How to complete this task » Lines from the top of the listing down to the one with "filter:drop-shadow(0 0 2px", inclusive, are to be copied exactly.

The records »

-- Opening Marker --

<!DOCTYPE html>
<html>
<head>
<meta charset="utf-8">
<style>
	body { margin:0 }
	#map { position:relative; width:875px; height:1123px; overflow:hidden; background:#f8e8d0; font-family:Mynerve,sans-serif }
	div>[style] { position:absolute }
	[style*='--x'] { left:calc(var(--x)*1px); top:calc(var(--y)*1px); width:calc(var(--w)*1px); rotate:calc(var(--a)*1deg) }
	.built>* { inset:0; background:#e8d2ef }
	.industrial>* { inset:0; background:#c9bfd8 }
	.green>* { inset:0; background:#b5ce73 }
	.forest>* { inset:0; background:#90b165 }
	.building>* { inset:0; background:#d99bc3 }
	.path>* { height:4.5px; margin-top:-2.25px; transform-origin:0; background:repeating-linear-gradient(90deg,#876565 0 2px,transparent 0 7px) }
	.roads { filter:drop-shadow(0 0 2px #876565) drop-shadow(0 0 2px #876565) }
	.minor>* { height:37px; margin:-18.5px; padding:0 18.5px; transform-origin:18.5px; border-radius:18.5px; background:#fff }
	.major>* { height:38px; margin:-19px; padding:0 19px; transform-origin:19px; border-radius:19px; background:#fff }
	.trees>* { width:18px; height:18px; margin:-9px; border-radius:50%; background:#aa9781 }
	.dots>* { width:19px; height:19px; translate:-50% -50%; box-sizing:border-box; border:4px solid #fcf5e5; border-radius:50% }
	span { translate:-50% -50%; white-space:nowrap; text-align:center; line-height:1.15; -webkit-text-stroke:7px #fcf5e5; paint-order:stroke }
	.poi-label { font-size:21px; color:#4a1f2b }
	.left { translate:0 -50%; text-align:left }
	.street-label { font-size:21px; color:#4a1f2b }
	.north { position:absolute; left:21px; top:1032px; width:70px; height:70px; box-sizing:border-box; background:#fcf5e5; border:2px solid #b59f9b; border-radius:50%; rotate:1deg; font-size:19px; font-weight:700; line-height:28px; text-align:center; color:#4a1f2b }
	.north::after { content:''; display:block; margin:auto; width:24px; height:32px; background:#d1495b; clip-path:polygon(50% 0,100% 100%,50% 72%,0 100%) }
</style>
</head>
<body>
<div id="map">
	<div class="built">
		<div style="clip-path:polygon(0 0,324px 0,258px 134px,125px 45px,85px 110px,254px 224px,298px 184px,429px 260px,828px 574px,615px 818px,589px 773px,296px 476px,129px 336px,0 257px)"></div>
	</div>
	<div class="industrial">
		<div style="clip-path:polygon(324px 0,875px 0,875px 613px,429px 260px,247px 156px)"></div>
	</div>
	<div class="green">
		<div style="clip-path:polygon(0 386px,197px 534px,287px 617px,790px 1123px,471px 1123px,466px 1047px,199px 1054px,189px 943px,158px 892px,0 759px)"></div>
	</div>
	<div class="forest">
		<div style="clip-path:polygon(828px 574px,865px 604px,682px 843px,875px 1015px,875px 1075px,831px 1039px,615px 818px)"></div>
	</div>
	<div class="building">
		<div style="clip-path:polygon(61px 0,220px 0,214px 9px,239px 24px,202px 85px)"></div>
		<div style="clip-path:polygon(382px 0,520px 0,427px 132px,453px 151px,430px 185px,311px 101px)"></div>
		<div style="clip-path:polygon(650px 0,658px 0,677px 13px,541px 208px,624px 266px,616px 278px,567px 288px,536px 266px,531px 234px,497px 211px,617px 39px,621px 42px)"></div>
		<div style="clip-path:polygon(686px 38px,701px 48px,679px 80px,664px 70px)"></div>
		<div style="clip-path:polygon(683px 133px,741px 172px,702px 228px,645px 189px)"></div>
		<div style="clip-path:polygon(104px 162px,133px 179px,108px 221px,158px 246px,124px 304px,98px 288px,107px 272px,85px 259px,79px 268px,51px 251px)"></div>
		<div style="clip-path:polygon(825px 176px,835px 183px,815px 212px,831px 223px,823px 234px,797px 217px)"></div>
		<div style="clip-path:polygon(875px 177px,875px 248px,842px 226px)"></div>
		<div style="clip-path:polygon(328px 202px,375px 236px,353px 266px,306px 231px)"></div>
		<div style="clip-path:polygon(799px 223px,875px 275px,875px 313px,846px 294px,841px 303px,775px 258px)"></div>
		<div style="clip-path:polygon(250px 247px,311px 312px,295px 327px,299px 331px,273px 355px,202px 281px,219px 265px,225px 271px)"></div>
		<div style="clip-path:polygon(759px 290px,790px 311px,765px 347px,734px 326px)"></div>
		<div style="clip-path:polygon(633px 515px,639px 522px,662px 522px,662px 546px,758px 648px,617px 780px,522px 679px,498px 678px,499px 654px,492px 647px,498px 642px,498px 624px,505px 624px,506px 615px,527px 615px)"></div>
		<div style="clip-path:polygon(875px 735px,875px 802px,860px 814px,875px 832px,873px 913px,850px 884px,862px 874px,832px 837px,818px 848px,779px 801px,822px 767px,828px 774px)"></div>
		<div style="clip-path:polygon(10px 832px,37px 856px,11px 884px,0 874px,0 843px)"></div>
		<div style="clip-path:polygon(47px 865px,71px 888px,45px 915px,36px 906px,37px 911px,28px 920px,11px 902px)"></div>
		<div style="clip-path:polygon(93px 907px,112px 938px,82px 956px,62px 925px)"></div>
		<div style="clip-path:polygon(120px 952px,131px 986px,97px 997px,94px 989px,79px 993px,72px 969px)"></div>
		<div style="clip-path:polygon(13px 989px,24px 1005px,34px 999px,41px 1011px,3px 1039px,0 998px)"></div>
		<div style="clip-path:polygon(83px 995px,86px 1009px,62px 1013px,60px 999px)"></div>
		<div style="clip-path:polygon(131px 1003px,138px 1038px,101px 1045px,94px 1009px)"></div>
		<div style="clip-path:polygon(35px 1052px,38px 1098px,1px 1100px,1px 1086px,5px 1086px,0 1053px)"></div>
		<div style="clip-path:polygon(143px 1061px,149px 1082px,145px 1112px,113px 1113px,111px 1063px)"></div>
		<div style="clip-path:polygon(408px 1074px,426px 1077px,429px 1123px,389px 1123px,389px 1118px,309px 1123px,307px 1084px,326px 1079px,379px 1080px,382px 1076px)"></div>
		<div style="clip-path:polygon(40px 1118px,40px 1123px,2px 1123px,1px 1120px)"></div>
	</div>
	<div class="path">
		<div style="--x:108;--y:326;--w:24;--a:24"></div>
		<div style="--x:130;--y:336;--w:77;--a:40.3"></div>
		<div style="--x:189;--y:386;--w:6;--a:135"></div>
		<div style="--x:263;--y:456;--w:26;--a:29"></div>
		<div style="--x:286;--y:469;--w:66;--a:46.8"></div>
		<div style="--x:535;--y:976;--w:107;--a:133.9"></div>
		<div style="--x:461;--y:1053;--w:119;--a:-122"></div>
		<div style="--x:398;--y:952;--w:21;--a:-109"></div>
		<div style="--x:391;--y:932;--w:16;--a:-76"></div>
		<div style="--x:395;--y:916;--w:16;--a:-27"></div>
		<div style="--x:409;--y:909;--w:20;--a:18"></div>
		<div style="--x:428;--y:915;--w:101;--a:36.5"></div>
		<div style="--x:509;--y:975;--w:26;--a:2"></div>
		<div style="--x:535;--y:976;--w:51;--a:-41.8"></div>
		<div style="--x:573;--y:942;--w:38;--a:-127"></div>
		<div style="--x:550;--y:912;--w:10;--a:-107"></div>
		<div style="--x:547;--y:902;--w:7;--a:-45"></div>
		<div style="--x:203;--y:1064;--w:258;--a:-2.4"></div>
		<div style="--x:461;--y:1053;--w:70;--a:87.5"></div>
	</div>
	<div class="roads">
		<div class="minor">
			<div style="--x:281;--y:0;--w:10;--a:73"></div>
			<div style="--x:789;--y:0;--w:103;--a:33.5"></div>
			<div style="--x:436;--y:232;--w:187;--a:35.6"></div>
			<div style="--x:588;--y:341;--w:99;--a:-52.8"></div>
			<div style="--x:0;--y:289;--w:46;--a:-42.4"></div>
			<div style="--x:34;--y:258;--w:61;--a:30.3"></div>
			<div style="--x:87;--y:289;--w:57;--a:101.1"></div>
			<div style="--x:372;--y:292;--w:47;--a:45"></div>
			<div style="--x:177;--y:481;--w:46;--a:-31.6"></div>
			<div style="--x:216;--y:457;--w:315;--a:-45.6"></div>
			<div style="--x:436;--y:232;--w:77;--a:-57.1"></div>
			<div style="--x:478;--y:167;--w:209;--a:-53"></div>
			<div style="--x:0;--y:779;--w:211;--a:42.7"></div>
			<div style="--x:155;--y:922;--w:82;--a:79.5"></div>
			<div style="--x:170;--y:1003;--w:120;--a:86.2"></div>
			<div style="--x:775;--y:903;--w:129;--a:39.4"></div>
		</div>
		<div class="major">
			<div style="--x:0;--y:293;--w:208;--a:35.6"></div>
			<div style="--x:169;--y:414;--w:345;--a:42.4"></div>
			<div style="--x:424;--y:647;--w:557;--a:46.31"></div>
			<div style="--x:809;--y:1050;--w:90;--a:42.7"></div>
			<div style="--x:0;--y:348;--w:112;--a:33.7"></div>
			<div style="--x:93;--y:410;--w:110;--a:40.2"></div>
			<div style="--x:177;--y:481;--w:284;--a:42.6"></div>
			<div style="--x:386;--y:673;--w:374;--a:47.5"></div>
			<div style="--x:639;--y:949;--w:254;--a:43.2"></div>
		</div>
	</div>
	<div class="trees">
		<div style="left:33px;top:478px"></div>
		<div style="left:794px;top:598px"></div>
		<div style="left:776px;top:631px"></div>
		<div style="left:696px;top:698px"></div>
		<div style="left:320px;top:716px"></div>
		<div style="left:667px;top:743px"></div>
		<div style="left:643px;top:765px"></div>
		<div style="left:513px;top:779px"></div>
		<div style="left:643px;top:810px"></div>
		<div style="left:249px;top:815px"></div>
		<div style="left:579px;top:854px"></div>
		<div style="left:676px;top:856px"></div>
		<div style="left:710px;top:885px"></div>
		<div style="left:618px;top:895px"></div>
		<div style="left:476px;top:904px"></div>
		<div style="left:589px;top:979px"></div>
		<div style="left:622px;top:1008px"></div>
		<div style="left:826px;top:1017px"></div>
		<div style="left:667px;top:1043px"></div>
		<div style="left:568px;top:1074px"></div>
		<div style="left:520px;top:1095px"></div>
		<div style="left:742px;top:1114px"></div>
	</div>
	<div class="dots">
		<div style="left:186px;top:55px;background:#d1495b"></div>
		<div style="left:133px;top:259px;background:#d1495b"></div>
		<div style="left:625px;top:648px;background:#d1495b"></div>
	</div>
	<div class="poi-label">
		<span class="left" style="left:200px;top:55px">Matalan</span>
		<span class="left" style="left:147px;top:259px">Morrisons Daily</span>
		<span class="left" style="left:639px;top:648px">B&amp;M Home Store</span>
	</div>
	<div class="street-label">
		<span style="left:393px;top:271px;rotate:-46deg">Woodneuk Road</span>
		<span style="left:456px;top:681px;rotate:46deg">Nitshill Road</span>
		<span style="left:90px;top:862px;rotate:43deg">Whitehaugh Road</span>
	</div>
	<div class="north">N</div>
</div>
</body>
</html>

-- Closing Marker --

Response area »
<!DOCTYPE html>
<html>
<head>
<meta charset="utf-8">
<style>
	body { margin:0 }
	#map { position:relative; width:875px; height:1123px; overflow:hidden; background:#f8e8d0; font-family:Mynerve,sans-serif }
	div>[style] { position:absolute }
	[style*='--x'] { left:calc(var(--x)*1px); top:calc(var(--y)*1px); width:calc(var(--w)*1px); rotate:calc(var(--a)*1deg) }
	.built>* { inset:0; background:#e8d2ef }
	.industrial>* { inset:0; background:#c9bfd8 }
	.green>* { inset:0; background:#b5ce73 }
	.forest>* { inset:0; background:#90b165 }
	.building>* { inset:0; background:#d99bc3 }
	.path>* { height:4.5px; margin-top:-2.25px; transform-origin:0; background:repeating-linear-gradient(90deg,#876565 0 2px,transparent 0 7px) }
	.roads { filter:drop-shadow(0 0 2px #876565) drop-shadow(0 0 2px #876565) }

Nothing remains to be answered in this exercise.